Today I am on my bike.
I trundle down Broadway, stop at the lights. Hang a right at the Royal Oak – that’s where, six months ago, I met Luke Holland,
associate editor of Stink of Shoe Polish; three issues later and he wants me to have my own column. The view from here is of
gathering speed as I crest Beresford Road Bridge. I should concentrate on the road and the humps.
Fifteen humps later and I’m past the dilapidated ‘Ruperra’ and opposite the Maltings. At the junction to my left, the
New Splott Market. Those boys did well. They bought an old disused wood-yard, set up a market, made a success
of it, sold the land for mega money, moved to a larger site a stone’s throw away, and are still raking it in for all I know.
On the old market site is social housing and a Lidl’s.
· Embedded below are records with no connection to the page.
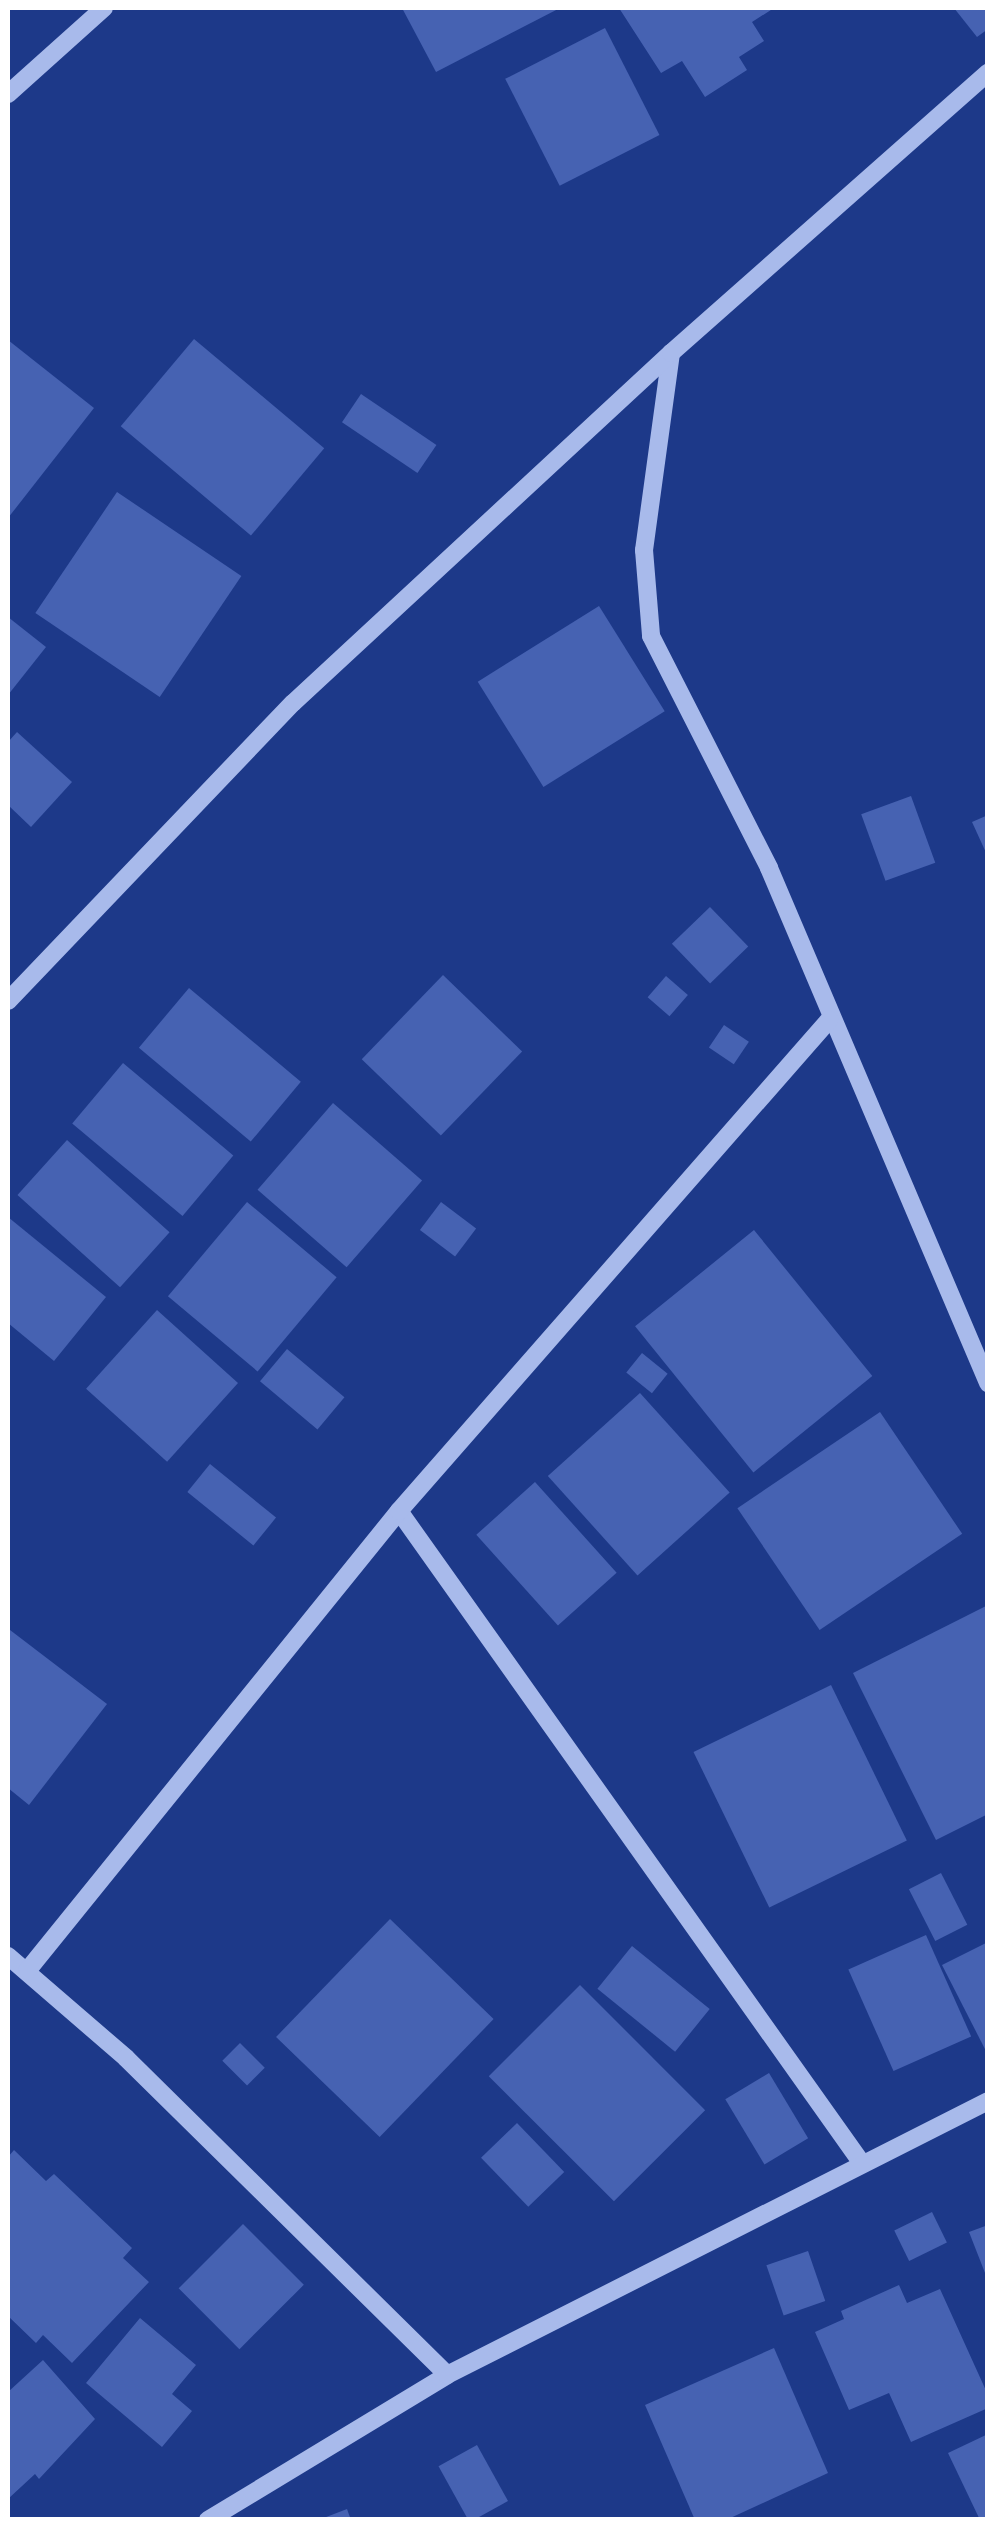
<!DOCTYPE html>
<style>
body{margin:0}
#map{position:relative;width:995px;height:2527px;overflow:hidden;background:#1d3989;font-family:"Public Sans",sans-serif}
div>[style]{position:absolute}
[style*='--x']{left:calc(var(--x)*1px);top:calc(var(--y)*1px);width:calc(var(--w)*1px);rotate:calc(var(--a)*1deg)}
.building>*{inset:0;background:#4662b2;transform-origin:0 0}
.minor>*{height:18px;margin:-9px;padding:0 9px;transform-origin:9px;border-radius:9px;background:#a8baeb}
span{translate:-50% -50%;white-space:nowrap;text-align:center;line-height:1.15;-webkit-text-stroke:8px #1d3989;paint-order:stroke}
.frame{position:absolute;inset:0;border:10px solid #fff;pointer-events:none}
</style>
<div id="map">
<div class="building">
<div style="clip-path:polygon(402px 8px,560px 8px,436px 72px)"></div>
<div style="clip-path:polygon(619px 8px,774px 8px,752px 22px,764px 41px,739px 57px,747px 70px,705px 97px,682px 61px,661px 73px)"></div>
<div style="clip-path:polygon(954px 8px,988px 8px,988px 29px,977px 37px)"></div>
<div style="left:605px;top:28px;width:120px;height:112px;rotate:63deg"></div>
<div style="left:194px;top:339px;width:170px;height:114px;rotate:40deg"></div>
<div style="clip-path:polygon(8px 340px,94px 408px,8px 518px)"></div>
<div style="left:361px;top:394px;width:91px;height:34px;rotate:34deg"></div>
<div style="left:117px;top:492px;width:150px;height:146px;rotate:34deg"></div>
<div style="left:599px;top:606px;width:124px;height:143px;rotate:58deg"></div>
<div style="clip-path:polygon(8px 617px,46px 647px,8px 695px)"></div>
<div style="clip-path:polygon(17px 732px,72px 782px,31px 827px,8px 805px,8px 742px)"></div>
<div style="left:911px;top:796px;width:71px;height:53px;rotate:70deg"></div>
<div style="clip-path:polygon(988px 815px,988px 857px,972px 822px)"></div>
<div style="left:710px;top:907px;width:55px;height:53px;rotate:46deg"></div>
<div style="left:443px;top:975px;width:110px;height:117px;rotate:44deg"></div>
<div style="left:666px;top:976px;width:29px;height:28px;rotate:41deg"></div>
<div style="left:189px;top:988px;width:146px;height:78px;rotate:40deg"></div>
<div style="left:724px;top:1025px;width:30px;height:27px;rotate:34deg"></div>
<div style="left:123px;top:1063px;width:144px;height:79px;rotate:40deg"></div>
<div style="left:333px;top:1103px;width:118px;height:115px;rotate:41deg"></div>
<div style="left:67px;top:1140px;width:138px;height:74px;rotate:42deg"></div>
<div style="left:247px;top:1202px;width:117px;height:123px;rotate:40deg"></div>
<div style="left:441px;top:1202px;width:44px;height:35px;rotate:37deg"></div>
<div style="clip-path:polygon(8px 1217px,106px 1297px,54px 1361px,8px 1323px)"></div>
<div style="left:754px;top:1230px;width:188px;height:153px;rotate:51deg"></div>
<div style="left:157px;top:1310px;width:109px;height:106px;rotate:42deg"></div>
<div style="left:287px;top:1349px;width:75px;height:42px;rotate:40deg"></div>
<div style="left:642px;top:1353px;width:33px;height:25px;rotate:39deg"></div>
<div style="left:640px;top:1393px;width:134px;height:124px;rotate:48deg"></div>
<div style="left:880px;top:1412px;width:147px;height:172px;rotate:56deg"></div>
<div style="left:210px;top:1464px;width:85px;height:36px;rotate:39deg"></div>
<div style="left:535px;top:1482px;width:122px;height:79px;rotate:48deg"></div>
<div style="clip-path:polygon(988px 1605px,988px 1814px,936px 1840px,853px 1673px)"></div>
<div style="clip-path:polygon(10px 1630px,107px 1704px,29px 1805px,8px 1788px)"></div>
<div style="left:831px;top:1685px;width:173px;height:153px;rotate:64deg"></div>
<div style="left:941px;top:1873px;width:58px;height:36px;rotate:63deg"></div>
<div style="left:390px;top:1919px;width:144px;height:164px;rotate:44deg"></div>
<div style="left:926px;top:1935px;width:111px;height:85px;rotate:66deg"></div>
<div style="clip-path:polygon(988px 1942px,988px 2055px,942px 1965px)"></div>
<div style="left:632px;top:1946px;width:100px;height:55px;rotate:39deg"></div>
<div style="left:580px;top:1985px;width:177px;height:129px;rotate:45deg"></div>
<div style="left:240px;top:2043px;width:35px;height:25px;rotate:45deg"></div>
<div style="left:769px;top:2073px;width:76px;height:51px;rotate:59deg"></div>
<div style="left:517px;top:2123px;width:68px;height:50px;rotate:46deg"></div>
<div style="clip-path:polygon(14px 2150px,46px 2181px,54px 2174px,132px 2248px,123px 2258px,149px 2282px,72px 2363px,43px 2335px,36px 2343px,8px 2316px,8px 2157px)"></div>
<div style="left:932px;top:2212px;width:34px;height:42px;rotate:64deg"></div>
<div style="left:243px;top:2224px;width:86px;height:91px;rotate:45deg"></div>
<div style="clip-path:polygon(988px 2225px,988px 2278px,987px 2278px,969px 2232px)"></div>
<div style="left:808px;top:2251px;width:53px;height:44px;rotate:71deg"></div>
<div style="clip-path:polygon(899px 2285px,907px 2303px,940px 2289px,988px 2395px,988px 2408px,911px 2442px,889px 2393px,849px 2410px,815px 2332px,844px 2319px,841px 2311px)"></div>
<div style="clip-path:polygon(140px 2318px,196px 2365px,172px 2394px,192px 2411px,162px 2447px,86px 2383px)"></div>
<div style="clip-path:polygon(774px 2348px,828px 2473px,726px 2520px,695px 2520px,645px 2405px)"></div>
<div style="clip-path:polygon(43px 2360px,95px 2419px,39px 2479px,35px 2474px,8px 2499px,8px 2392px)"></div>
<div style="clip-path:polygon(988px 2434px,988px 2520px,980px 2520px,948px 2453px)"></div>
<div style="left:477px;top:2445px;width:64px;height:44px;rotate:61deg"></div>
<div style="clip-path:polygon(347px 2509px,351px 2520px,321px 2520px,321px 2519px)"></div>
</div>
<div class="minor">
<div style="--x:8;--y:94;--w:129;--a:-41.9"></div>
<div style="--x:671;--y:353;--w:199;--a:97.8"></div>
<div style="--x:644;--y:550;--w:86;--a:85.3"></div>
<div style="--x:651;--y:636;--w:260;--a:63"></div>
<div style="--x:769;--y:868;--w:560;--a:66.96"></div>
<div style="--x:8;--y:1001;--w:412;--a:-46.3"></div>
<div style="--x:293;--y:703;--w:515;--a:-42.8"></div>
<div style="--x:671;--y:353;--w:423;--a:-41.5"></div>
<div style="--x:399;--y:1511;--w:798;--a:54.64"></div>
<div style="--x:8;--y:1956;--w:156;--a:40.8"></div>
<div style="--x:126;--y:2058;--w:451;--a:44.6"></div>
<div style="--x:27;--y:1971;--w:592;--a:-51.04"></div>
<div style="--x:399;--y:1511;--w:653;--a:-48.79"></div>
<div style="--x:208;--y:2520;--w:280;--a:-31.2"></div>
<div style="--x:447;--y:2375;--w:606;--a:-26.86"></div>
</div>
<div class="frame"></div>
</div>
Everyone seems happy. At this rate the new National Stadium will
be built on time and the Rugby World Cup will be a great success. The sluice gates of the ‘barrage’ will be lowered and
around the great lake that it creates, the Millennium Centre will bring world class theatre to Cardiff on a monthly basis; the
Sports Village will become a reality; the Welsh Assembly will… no, that can’t become a success too; there would be nothing to moan about.
Before you know it, the humps are a distant memory and you are at the Magic Roundabout. The one with the traffic signs.
Public Art. This must be the gateway to the Bay and the Bay is a hump free zone.
I’m cycling down to the St. David’s Hotel and Spa to watch the Red Arrows fly past. Have you noticed how a five star hotel
can change things? Since it opened its doors a month ago, the St. David’s hotel has had a monopoly on Media events.
Starting with a Variety Club Ball launch, the Welsh Labour Party leadership announcement, Diana Mohdil and live budget
day links on BBC, annoying the locals with a post-midnight firework display and now those magnificent men in their flying machines.
Cardiff is changing very quickly. For industry read leisure, for old read new. The new Splott Market, the new Millennium Stadium,
the new St. David’s Hotel and Spa, the new Millennium Centre. Was there the same buzz almost a century ago when they built the
new Theatre? The only moment of civic pride that I’ve personally witnessed was Prince Charles, in his investiture year,
turning on the fountain opposite the City Hall. I was ten years old, perched on my father’s shoulders and my abiding memory
is of the collective groan from the massive crowd as Charlie flicked the switch and the Welsh feathers, recreated in water,
rose all of four feet before being dispersed on the wind. Civic pride was quickly replaced by sheepish embarrassment.
Thirty years on and the marketing machine is a much more sophisticated beast. Failure is not on the agenda and not an
option. I’m about to turn left at the Cardiff Bay Hotel with its new extension. The marketing machine here might be saying
we know that we are not quite five-star, but we are swish and close to the centre. And which centre would that be?
The centre of commerce or the Leisure centre? Even our local television channel HTV, has been sucked into the positive
spin game. Oh brave new world! In the first episode of ‘Company of Strangers’, where the NCM building doubles as the
Welsh Assembly, a character is drowned in a dock in the Bay. Impressive underwater photography of the corpse, the water
is crystal clear and not a sign of a submerged supermarket trolley or a dead dog anywhere.
All this newness and positivity can rub off. I arrive at the St. David’s Hotel and Spa in plenty of time for the display. I’ve only seen the
hotel from the Norwegian Church end of the Bay, and have always cursed it for dominating too much of the vista. Up close it is rather
impressive. No way of me getting inside of course, and I can’t ever see myself being able to afford to stay a night; blame it on the
pheromones induced by the bike ride, but today I am prepared to embrace the future, the trees outside the hotel are worth the
cycle ride alone. Believe me they are weird. Suddenly, Prince Charles and the fountain seem part of the old Cardiff, a brand spanking
hotel and the Red Arrows part of the new.
In a perfect world, the fly-past would have gone off like clockwork, but I got carried away and forgot that perhaps Cardiff is the same
as it has always been. The clouds descended, the drizzle soaked us to the skin and I got the feeling that George Bernard Shaw was
absolutely spot on when he described the Welsh as ‘Italians in the rain’. What was I thinking about? It is not buildings that make a city,
it is the people. Who cares if the Red Arrows were grounded? The view from here is of mudflats and I adore it. I’ll cycle back now and
tell Luke that I think I’ve got an angle for the column. It will be about people and their special place in Cardiff… and you can read it next month.